While individual experiences with scent vary wildly, the process for the memory association is by and large the same. The olfactory nerve is the shortest cranial nerve, with only two synapses separating it from the amygdala, the emotion-processing area of the brain, says McBeath. From there, a smell has to hop only three synapses to the hippocampus, the brain’s working memory region. Aromas hit the backs of our brains more quickly than visual or auditory sensations, which require more processing in the prefrontal cortex before reaching the hippocampus.

Your initial experiences of smelling your grandmother’s perfume or the grease rubbed into your scalp remain stored in your brain so you know how to react if you whiff that substance again. Though there is no concrete evidence, an imprinted memory of smells is thought to be evolutionarily advantageous. According to experts interviewed for this article, it does make sense that when you first encounter a smell, your brain identifies it as good or bad to avoid potential future dangers. “That’s one reason you can often have these very strong associations,” says Claire Cheetham, an assistant professor of neurobiology at the University of Pittsburgh.

While humans are more likely to have pleasant smell associations, this isn’t always the case. Smells can trigger negative reflexes or even symptoms of post-traumatic stress disorder. One example is spoiled food. The smell of it prevents you from wanting to put it in your mouth to begin with. Some emotional cues are hard-wired to certain smells, such as, again, the repulsive stench of toxins or the sour odor of spoiled food (because we’re born disliking the taste profile of sour food to protect us from eating it). This innate wiring, according to McBeath, is part of the reason utility companies add a rotten-egg smell to natural gas, since the sometimes-poisonous substance otherwise evades our senses. (Though the first odorization of natural gas began in the 1880s in Germany, the practice became widespread following a gas explosion caused by an undetected leak at a Texas school in 1937.)

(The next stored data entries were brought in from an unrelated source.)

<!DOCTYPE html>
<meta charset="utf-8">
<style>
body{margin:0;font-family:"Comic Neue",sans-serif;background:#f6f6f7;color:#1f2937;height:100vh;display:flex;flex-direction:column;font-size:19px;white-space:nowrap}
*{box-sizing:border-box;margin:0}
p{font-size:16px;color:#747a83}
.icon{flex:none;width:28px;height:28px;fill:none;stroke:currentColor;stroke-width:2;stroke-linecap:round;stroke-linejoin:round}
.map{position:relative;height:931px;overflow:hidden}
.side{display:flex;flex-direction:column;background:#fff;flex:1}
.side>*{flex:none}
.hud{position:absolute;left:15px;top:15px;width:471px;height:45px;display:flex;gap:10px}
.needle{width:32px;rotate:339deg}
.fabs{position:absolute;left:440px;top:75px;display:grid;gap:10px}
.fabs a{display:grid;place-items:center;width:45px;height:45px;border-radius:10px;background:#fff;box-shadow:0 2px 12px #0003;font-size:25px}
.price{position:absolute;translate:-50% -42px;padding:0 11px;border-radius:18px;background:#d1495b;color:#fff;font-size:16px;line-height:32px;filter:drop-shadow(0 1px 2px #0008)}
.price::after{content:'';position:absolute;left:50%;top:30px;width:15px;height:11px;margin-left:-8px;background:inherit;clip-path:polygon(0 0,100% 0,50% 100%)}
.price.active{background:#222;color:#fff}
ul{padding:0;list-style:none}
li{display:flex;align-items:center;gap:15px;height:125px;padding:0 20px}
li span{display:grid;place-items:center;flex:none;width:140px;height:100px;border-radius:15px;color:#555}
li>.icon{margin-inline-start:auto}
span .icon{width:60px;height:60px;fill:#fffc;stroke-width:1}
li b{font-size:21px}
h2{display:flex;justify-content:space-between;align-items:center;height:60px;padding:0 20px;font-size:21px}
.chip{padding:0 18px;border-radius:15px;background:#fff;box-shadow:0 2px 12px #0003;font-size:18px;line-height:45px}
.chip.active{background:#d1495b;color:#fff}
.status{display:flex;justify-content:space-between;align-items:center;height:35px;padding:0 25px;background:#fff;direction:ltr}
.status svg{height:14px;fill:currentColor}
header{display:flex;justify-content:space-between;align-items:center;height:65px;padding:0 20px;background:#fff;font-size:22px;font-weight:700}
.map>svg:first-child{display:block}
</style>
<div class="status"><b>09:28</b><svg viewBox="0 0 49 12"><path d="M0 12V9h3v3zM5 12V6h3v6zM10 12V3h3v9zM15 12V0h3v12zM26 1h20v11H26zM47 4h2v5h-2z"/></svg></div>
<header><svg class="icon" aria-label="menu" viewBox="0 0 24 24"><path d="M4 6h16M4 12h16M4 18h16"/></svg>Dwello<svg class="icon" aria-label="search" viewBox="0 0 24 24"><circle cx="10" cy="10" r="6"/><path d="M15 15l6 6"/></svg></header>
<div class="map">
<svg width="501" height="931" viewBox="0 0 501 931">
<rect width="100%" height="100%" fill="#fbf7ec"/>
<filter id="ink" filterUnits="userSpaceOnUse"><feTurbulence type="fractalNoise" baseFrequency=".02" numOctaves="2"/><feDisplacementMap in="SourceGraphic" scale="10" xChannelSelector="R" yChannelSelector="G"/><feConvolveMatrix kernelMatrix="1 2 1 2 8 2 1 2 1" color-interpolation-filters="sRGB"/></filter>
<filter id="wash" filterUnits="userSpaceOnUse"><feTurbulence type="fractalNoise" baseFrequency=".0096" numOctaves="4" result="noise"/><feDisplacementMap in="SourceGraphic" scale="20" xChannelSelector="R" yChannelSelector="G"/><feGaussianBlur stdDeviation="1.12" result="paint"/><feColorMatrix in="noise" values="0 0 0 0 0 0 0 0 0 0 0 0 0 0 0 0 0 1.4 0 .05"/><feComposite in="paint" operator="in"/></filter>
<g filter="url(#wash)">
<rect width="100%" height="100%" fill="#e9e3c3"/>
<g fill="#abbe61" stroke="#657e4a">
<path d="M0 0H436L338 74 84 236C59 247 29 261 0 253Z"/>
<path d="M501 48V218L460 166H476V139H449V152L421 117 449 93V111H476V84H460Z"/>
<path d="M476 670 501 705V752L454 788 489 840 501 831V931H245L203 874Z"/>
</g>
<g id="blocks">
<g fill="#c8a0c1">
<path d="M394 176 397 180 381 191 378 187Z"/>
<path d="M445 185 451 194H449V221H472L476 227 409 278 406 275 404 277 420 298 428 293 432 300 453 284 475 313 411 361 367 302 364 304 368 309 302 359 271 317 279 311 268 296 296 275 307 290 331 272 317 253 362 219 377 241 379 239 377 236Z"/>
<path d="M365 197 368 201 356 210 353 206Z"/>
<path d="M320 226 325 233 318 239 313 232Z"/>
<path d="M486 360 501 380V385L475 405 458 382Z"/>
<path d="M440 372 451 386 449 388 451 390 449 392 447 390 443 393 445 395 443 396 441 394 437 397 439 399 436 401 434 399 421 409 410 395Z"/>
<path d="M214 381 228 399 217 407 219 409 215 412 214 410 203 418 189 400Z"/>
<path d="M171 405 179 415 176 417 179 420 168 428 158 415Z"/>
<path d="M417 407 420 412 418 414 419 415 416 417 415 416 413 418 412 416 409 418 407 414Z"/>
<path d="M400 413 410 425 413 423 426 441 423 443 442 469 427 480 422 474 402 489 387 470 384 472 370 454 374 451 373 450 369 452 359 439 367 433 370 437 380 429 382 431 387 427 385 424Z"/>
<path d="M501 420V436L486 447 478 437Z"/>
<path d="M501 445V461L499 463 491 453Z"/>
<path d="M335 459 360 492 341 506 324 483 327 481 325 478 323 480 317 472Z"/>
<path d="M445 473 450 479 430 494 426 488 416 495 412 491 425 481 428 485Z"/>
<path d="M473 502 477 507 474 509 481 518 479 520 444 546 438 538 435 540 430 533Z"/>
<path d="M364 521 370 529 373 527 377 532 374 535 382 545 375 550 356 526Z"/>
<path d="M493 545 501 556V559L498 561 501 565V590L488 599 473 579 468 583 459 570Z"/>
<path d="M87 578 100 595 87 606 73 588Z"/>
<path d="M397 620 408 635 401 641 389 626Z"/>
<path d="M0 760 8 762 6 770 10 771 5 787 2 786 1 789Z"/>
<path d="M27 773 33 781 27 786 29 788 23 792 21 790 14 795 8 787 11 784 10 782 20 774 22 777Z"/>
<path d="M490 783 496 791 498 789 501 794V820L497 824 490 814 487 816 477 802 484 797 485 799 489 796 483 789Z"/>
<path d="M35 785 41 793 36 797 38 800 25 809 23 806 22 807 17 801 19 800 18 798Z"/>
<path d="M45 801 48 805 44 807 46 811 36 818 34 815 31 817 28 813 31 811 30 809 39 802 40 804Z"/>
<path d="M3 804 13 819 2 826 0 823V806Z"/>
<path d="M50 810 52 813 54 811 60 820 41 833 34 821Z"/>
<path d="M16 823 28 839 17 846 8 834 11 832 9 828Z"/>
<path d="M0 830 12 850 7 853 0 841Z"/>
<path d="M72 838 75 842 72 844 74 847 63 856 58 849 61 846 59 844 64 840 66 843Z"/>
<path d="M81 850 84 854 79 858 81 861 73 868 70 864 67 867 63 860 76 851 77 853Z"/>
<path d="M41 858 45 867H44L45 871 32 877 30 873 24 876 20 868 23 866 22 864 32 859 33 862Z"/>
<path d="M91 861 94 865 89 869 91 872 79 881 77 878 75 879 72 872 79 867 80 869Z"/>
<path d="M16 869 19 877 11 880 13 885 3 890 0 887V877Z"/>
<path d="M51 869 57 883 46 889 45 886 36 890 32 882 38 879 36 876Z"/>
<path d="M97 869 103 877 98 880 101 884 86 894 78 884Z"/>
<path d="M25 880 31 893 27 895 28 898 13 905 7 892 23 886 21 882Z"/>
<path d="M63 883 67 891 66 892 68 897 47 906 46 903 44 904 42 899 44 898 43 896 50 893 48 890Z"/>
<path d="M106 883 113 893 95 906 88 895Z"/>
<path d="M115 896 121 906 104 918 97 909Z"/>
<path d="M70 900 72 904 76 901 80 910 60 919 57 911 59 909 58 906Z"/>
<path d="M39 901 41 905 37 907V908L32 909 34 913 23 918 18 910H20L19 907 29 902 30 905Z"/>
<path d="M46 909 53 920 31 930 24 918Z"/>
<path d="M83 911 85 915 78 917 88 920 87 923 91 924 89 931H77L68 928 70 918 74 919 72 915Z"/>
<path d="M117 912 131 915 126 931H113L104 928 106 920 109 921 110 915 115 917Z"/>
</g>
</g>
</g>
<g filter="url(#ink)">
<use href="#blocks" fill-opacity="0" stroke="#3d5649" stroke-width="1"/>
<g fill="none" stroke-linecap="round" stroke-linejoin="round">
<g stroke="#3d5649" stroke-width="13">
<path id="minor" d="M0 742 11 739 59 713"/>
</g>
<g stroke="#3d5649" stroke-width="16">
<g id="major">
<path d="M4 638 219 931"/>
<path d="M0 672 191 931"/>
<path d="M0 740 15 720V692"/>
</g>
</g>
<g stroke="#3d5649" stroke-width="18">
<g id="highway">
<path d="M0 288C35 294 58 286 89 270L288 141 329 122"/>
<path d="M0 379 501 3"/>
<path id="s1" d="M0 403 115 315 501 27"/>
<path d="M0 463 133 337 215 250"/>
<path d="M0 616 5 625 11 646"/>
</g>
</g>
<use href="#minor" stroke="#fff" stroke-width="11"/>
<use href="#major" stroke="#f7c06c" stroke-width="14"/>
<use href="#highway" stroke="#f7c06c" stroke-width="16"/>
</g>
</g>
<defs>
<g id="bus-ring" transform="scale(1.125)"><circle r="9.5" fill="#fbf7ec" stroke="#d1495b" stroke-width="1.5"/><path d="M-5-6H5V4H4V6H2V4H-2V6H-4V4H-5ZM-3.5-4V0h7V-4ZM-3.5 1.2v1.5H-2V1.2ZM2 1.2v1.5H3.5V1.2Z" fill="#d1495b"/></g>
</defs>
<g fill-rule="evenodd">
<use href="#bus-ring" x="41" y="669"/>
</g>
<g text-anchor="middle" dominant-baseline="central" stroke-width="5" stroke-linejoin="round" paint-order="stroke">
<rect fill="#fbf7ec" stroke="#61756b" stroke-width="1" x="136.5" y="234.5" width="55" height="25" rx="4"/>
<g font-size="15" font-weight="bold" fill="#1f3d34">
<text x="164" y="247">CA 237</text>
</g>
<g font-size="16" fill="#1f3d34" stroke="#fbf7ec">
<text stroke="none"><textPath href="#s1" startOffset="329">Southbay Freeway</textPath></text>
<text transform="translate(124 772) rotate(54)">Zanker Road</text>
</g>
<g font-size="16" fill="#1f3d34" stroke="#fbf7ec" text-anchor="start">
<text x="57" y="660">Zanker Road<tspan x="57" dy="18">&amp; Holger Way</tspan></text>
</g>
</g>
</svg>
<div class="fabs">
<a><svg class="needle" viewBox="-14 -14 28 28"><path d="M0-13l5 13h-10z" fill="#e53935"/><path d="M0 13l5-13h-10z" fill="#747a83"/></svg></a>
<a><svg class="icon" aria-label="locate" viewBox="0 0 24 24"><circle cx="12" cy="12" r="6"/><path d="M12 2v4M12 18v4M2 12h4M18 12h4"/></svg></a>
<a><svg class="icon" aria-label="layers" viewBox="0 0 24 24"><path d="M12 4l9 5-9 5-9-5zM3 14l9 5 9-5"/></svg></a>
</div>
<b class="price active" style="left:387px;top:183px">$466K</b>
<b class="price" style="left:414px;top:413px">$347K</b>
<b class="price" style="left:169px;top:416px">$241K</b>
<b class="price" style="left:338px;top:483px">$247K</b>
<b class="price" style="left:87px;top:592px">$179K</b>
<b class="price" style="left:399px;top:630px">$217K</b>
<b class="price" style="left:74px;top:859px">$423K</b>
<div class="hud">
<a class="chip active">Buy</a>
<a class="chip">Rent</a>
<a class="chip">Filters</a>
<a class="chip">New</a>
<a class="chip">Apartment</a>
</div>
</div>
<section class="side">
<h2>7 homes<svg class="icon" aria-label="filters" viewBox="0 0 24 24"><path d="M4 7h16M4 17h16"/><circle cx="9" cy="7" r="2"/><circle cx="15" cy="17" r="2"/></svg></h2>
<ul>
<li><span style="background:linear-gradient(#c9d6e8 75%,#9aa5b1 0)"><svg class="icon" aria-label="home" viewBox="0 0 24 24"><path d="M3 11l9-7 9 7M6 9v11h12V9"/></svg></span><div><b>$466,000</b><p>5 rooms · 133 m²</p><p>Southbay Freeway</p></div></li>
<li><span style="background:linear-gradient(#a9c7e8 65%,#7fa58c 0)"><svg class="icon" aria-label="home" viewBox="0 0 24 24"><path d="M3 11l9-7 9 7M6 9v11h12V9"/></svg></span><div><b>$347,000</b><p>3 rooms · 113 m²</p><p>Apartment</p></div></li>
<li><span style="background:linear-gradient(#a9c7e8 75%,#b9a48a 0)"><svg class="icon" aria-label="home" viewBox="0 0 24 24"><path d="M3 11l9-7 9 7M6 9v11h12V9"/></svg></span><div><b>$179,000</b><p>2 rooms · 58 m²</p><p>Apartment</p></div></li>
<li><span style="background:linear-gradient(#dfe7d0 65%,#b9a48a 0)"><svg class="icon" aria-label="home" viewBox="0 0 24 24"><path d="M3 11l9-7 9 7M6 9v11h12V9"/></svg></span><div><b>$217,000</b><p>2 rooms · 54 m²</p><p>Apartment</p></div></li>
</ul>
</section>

But many smell cues are learned in a lifetime. Babies, for example, don’t inherently think poop smells terrible. Instead, they learn to be disgusted by it from the facial reactions their caregivers make while changing their diapers, explains Hayes.

“We’re always looking for these novel cues in the environment,” which is why a lot of our childhood memories are based on first smells, he says. “Our brain pairs that new novel sensory experience with whatever was happening at the time. Our body is trying to protect us by helping us learn how to navigate through the world.”